Directions for this task
Print out each record below, unaltered and complete, without its images.

----- Provided information -----

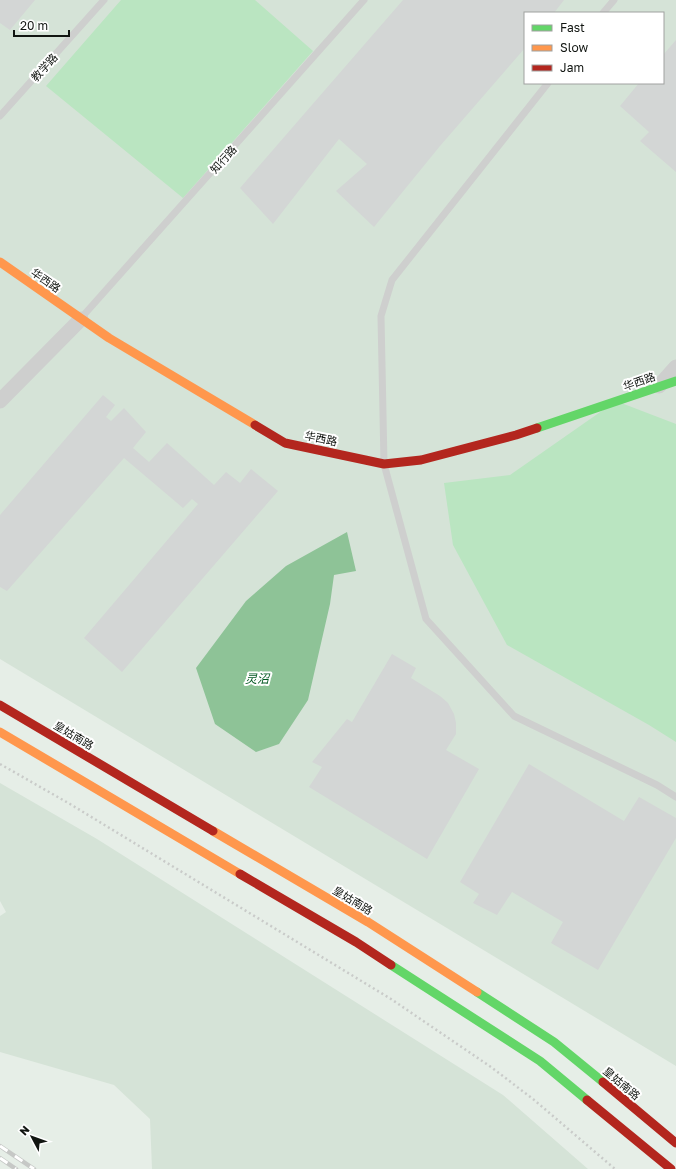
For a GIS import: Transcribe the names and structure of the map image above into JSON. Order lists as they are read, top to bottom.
{
  "streets": {
    "street": ["华西路", "皇姑南路"],
    "lane": ["教学路", "知行路"]
  },
  "crossings": [
    ["知行路", "华西路"]
  ],
  "water": ["灵沼"],
  "legend": ["Fast", "Slow", "Jam"],
  "scale_bar": "20 m",
  "north": "top left"
}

-----

Solution to this task
For a GIS import: Transcribe the names and structure of the map image above into JSON. Order lists as they are read, top to bottom.
{
  "streets": {
    "street": ["华西路", "皇姑南路"],
    "lane": ["教学路", "知行路"]
  },
  "crossings": [
    ["知行路", "华西路"]
  ],
  "water": ["灵沼"],
  "legend": ["Fast", "Slow", "Jam"],
  "scale_bar": "20 m",
  "north": "top left"
}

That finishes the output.